To every scalar field s(x,y) there corresponds a 'constant' vector field x = A s(x,y) and y = B s(x,y), where A,B are direction cosines. The vector field is only partially constant since only the directions, and not the magnitudes, which are equal to |f(x,y)|, of the field vectors are constant.
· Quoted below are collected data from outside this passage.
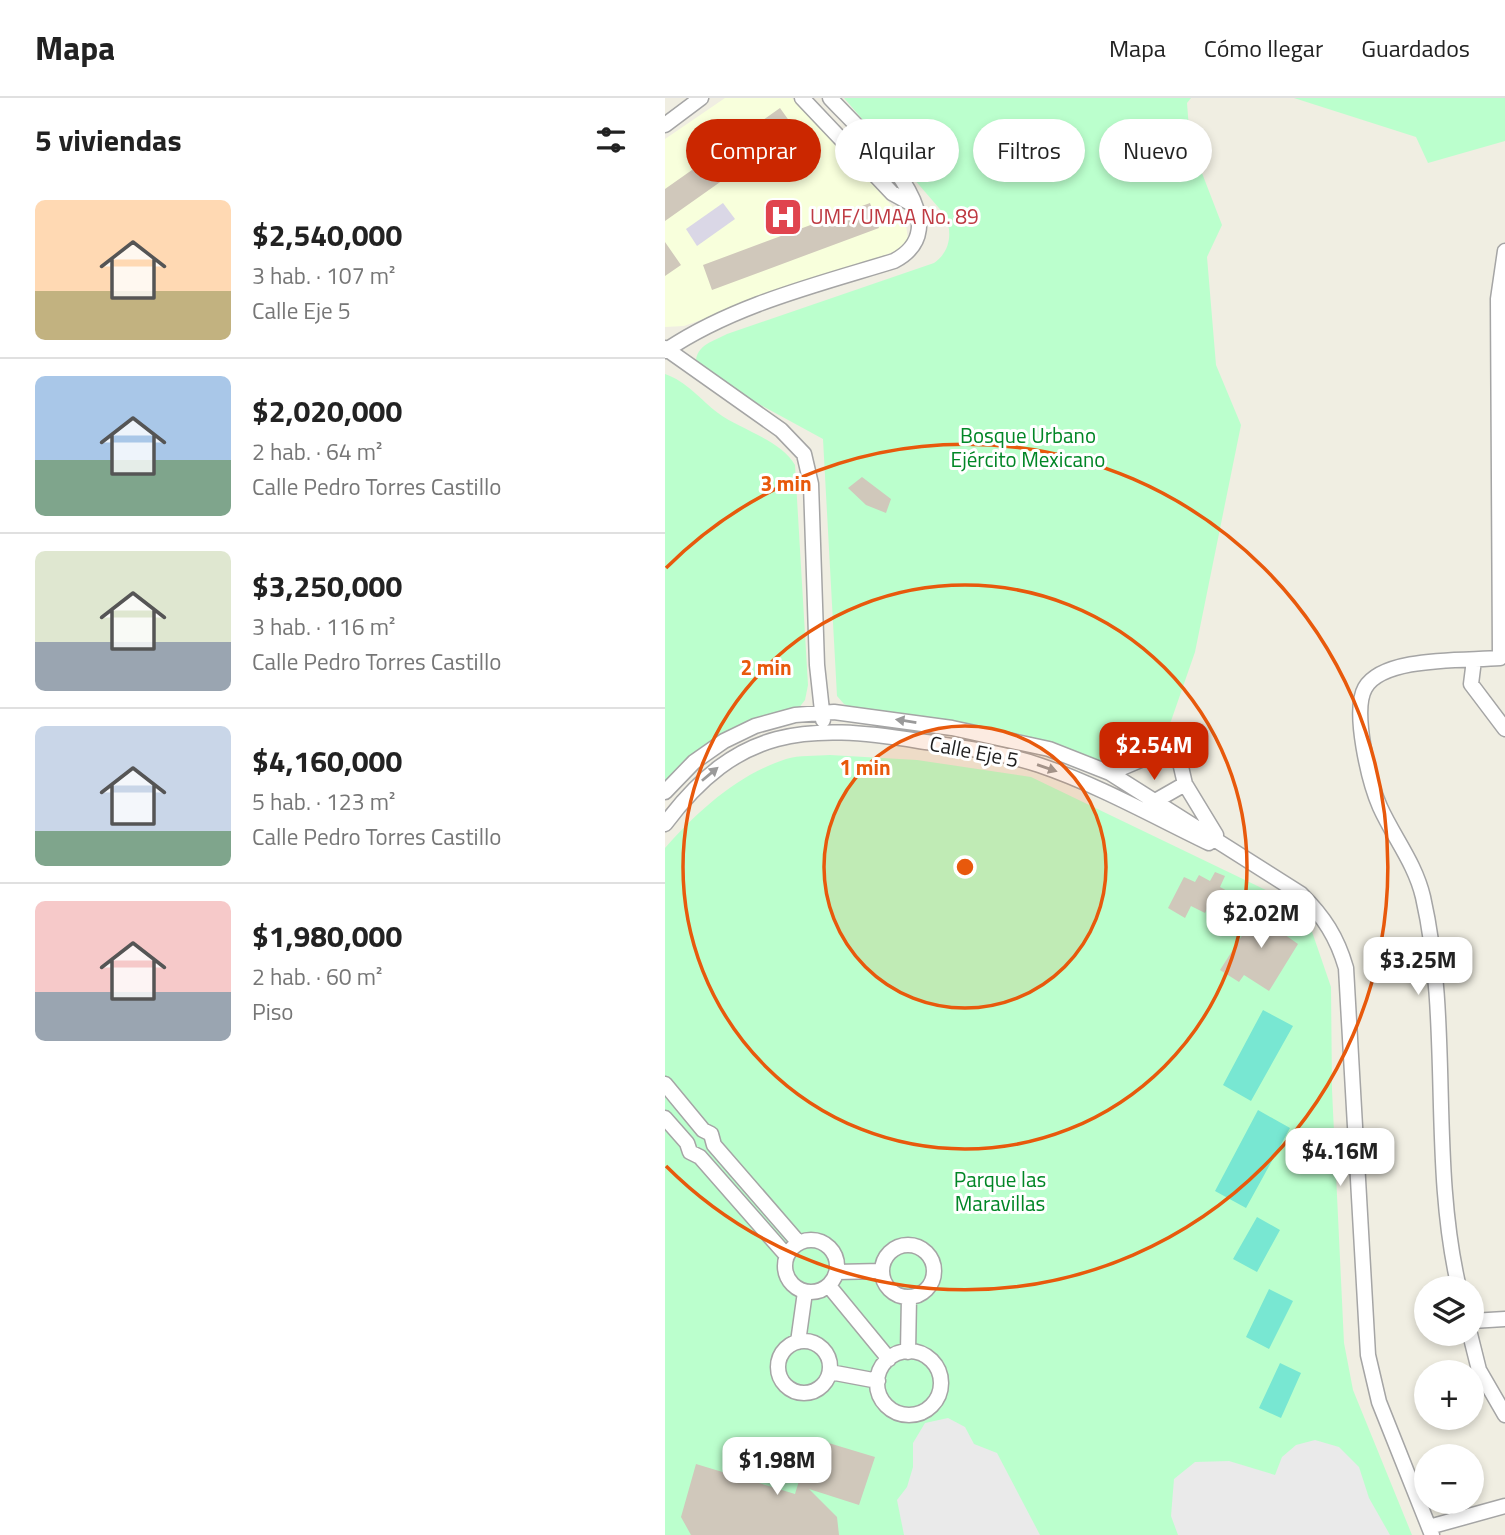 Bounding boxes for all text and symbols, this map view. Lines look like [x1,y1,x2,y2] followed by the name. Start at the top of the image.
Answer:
[35,23,115,73] text: Mapa
[1109,30,1166,66] text: Mapa
[1204,30,1323,66] text: Cómo llegar
[1361,30,1470,66] text: Guardados
[35,117,182,163] text: 5 viviendas
[686,119,821,182] chip: Comprar
[835,119,959,182] chip: Alquilar
[973,119,1085,182] chip: Filtros
[1099,119,1212,182] chip: Nuevo
[592,121,630,159] icon: filters
[762,196,804,238] hospital icon: UMF/UMAA No. 89
[810,200,979,232] place label: UMF/UMAA No. 89
[252,212,402,258] text: $2,540,000
[91,228,175,312] icon: home
[252,258,395,293] text: 3 hab. · 107 m²
[252,293,351,328] text: Calle Eje 5
[252,388,402,434] text: $2,020,000
[91,404,175,488] icon: home
[951,419,1105,475] park label: Bosque Urbano Ejército Mexicano
[252,434,382,469] text: 2 hab. · 64 m²
[760,467,812,499] text: 3 min
[252,469,501,504] text: Calle Pedro Torres Castillo
[252,563,402,609] text: $3,250,000
[91,579,175,663] icon: home
[252,609,395,644] text: 3 hab. · 116 m²
[252,644,501,679] text: Calle Pedro Torres Castillo
[740,651,792,683] text: 2 min
[895,715,917,726] one-way arrow
[1097,722,1211,782] pin: $2.54M
[927,727,1021,775] street label: Calle Eje 5
[1115,727,1193,762] text: $2.54M
[252,738,402,784] text: $4,160,000
[839,751,891,783] text: 1 min
[91,754,175,838] icon: home
[1036,763,1057,774] one-way arrow
[702,767,719,782] one-way arrow
[252,784,395,819] text: 5 hab. · 123 m²
[252,819,501,854] text: Calle Pedro Torres Castillo
[953,855,977,879] centre of rings
[1204,890,1318,950] pin: $2.02M
[1222,895,1300,930] text: $2.02M
[252,913,402,959] text: $1,980,000
[91,929,175,1013] icon: home
[1361,937,1475,997] pin: $3.25M
[1379,942,1457,977] text: $3.25M
[252,959,382,994] text: 2 hab. · 60 m²
[252,994,294,1029] text: Piso
[1283,1128,1397,1188] pin: $4.16M
[1301,1133,1379,1168] text: $4.16M
[954,1163,1046,1219] park label: Parque las Maravillas
[1414,1276,1484,1514] map controls
[1414,1276,1484,1346] button: layers
[1414,1360,1484,1430] button: +
[720,1438,834,1497] pin: $1.98M
[738,1442,816,1477] text: $1.98M
[1414,1444,1484,1514] button: −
The scalar field corresponds to the magnitudes of a vector field, that can be specified by only the magnitudes of the field vectors since the directions are constants A,B.

Is this correct?

This came up when evaluating a line integral f . dr , and splitting it up in the dx,dy components of dr. Can the dot product of a scalar field and a vector field define a scalar field as well as a vector field (since a(x,y)=(ax,ay))?

Last edited: May 14, 2014
2. May 14, 2014

### JanEnClaesen

In more concrete terms: does it make sense to speak of the potential of a scalar field?

3. May 14, 2014

### UltrafastPED

The dot product is only defined for a pair of vectors, and the result is a scalar.

4. May 14, 2014

### pasmith

Yes, but it's of no practical use. The only scalar-valued first-order differential operator is divergence, so the potential would be a vector. But then if $\phi = \nabla \cdot \mathbf{f}$ for some vector potential $\mathbf{f}$ and the original scalar PDE for $\phi$ is $$\mathcal{L}(\phi) = 0$$ then we now have $$\mathcal{L}(\nabla \cdot \mathbf{f}) = 0$$ which is replacing one equation in one unknown with one equation in three unknowns, which seems pointless. We can impose the condition $$\nabla \times \mathbf{f} = 0$$ by replacing $\mathbf{f}$ with $\mathbf{f}' = \mathbf{f} + \mathbf{g}$ where $\mathbf{g}$ satisfies $$\nabla \cdot \mathbf{g} = 0 \\ \nabla \times \mathbf{g} = -\nabla \times \mathbf{f}$$ so that $\nabla \cdot \mathbf{f}' = \nabla \cdot \mathbf{f}$ and $\nabla \times \mathbf{f}' = 0$, but then we immediately have $\mathbf{f}' = \nabla \theta$ and we end up with the scalar equation $$\mathcal{L}(\nabla^2 \theta) = 0$$ and the obvious way to solve that is to set $\phi = \nabla^2 \theta$ and first solve for $\phi$.

5. May 14, 2014

### JanEnClaesen

It's interesting that you call divergence the only scalar-valued first-order differential operator. This means that divergence is a necessary consequence, as opposed to an arbitary construct. Is there a way to see why divergence is the only possible first-order differential operator? Vector differential operators always seemed a bit arbitrary to me.

The vector potential of a scalar field isn't by any chance the scalar potential of that vector field (duality)?

6. May 14, 2014

### JanEnClaesen

So it doesn't make sense to think of a scalar field as being 'conservative', in that the line integral between two points is path-independent?
EDIT: a scalar field is probably almost never path-independent, unless it zero everywhere.

Last edited: May 14, 2014
7. May 14, 2014